The Hunting of Allison Pearson
UK authorities are increasingly punishing wrongthink, and a well-connected journalist got in the way
British journalist Allison Pearson awoke Remembrance Sunday morning to a knock on her door from Essex police. Officers informed her that she was under investigation for a now-deleted tweet posted over a year before that qualified as a hate incident. When Pearson asked which tweet, the police refused to tell her. When asked who had accused her, they said the complainant was not an “accuser” but a “victim” and thus protected by legal anonymity. At the time, Pearson claims, police informed her they were investigating her under Britain’s new and relatively vague “non-crime hate incident” code.
The Essex police have since responded in a statement issued to the BBC that “at no stage did officers tell [Pearson] the investigation was related to a non-crime hate incident.” And some internet sleuths have unearthed what they believe to be the offending tweet. In it, police are shown standing next to two men holding what appears to be the flag of the Pakistan political party PTI (Pakistan Tehreek-e-Insaf). The text portion of that tweet is below.

The sleuth in question, Ben Sixsmith (online editor of The Critic Magazine), has questioned the identity of the “Allison pearson” tweeting here. As of this writing, it is unclear whether this tweet is from the Allison Pearson arrested by Essex Police or a retweet of the original by another Allison Pearson.
Pearson’s arrest is part of an alarming trend in Britain in which private citizens and comedians alike have felt the long arm of the law reach for them in response to public expression.
London police arrested more than 30 people for posting video related this summer’s riots in Britain. While a few of these received criminal prosecution for encouraging violence, the majority were citizens who merely found themselves caught up in the civil unrest and switched on their video phones. Prime Minister Keir Starmer warned: “I guarantee you will regret taking part in this disorder whether directly or those whipping up this action online.” Most alarmingly, police and politicians indicated a willingness to extend heir investigations beyond British territory to include US citizens commenting from abroad.

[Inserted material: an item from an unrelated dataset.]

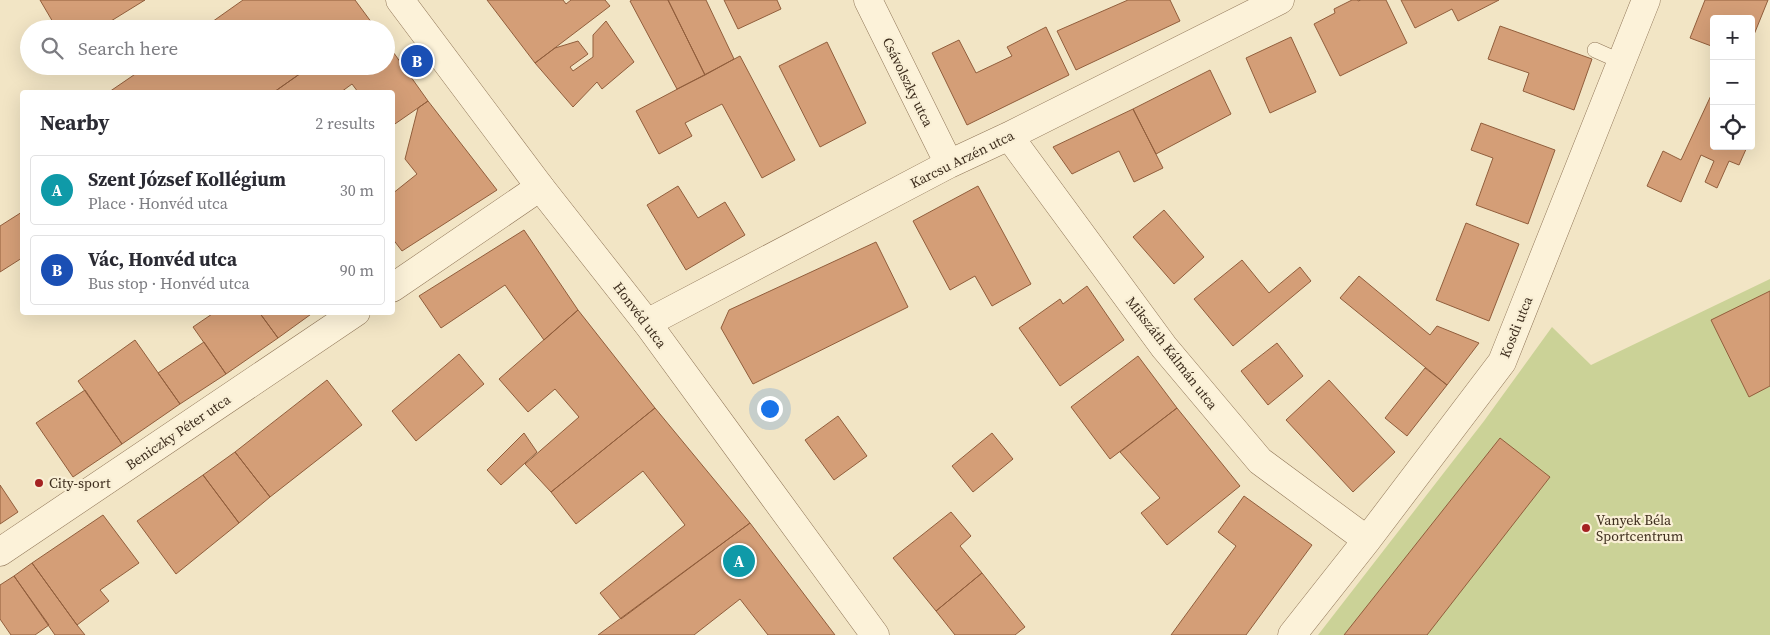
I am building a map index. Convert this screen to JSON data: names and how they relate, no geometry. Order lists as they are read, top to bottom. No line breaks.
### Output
{"streets":{"street":["Csávolszky utca","Karcsu Arzén utca","Honvéd utca","Kosdi utca","Mikszáth Kálmán utca","Beniczky Péter utca"]},"crossings":[["Csávolszky utca","Karcsu Arzén utca"],["Karcsu Arzén utca","Honvéd utca"],["Karcsu Arzén utca","Mikszáth Kálmán utca"],["Kosdi utca","Mikszáth Kálmán utca"]],"places":["City-sport","Vanyek Béla Sportcentrum"],"page":{"map_buttons":["+","−"],"search":"Search here","pins":["B","A"],"heading":["Nearby","2 results"],"list":[{"mark":"A","name":"Szent József Kollégium","note":"Place · Honvéd utca","value":"30 m"},{"mark":"B","name":"Vác, Honvéd utca","note":"Bus stop · Honvéd utca","value":"90 m"}]}}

Police have also visited Christians who have protested various Pride Month developments on social media, like 51 year-old army veteran Darren Brady, who they arrested in 2022 for re-tweeting a meme first posted by British celebrity Laurence Fox of Pride flags arranged in a swastika pattern.
Just this month in London, feminist author Julie Bindel received a visit from police in response to a complaint received from a transgender man in Holland regarding a tweet of hers from over a year ago. When asked which tweet, police refused to identify it. Ms. Bindel then “sent the police packing” from her home and has refused to apologize for tweeting her opinion of trans issues, particularly as they impact women’s rights. Bindel described her interaction with police as “Orwellian.”
These are just three examples of a growing trend in British life in which opinions expressed online result in visits from the police. Sometimes the constables can be accompanied by social workers or psychologists. This is particularly alarming given the historic use of punitive psychiatry as a means to quell dissent in totalitarian states.
According to several sources and commentators, UK authorities made more than 3300 arrests during 2023 for social media posts. By contrast, Russia made only 400 arrests were that year for similar offenses. Ironically, this free speech crackdown, which began under a Tory (Conservative) government, has been gaining traction and speed under the newer, more left-leaning Labour government of Keir Starmer.
The political principles that inform America’s Declaration of Independence and First Amendment have their origin in England–specifically, with John Locke’s philosophy of natural rights. Freedom of speech, while eagerly adopted by America, is fundamentally a British value. Ironically, in the birthplace of the English language, free speech now finds itself under unprecedented political pressure more typical of East Germany than London’s East End.
With a host of social media platforms available to the British public, the civil authorities now face a challenge where regulation of speech is concerned. Lacking the robust protection of the U.S. Constitution’s First Amendment, citizens in countries like Britain and Canada have no general right to free speech but must content themselves with the more nebulous and easily subverted “freedom of expression.” We have lately seen the guarantees of this freedom eroded by state actors, as it was in Canada with the invocation of the Emergencies Act to violently crush peaceful protesters in Ottawa and now in Britain by a knock on the door from a copper with an iPhone in hand.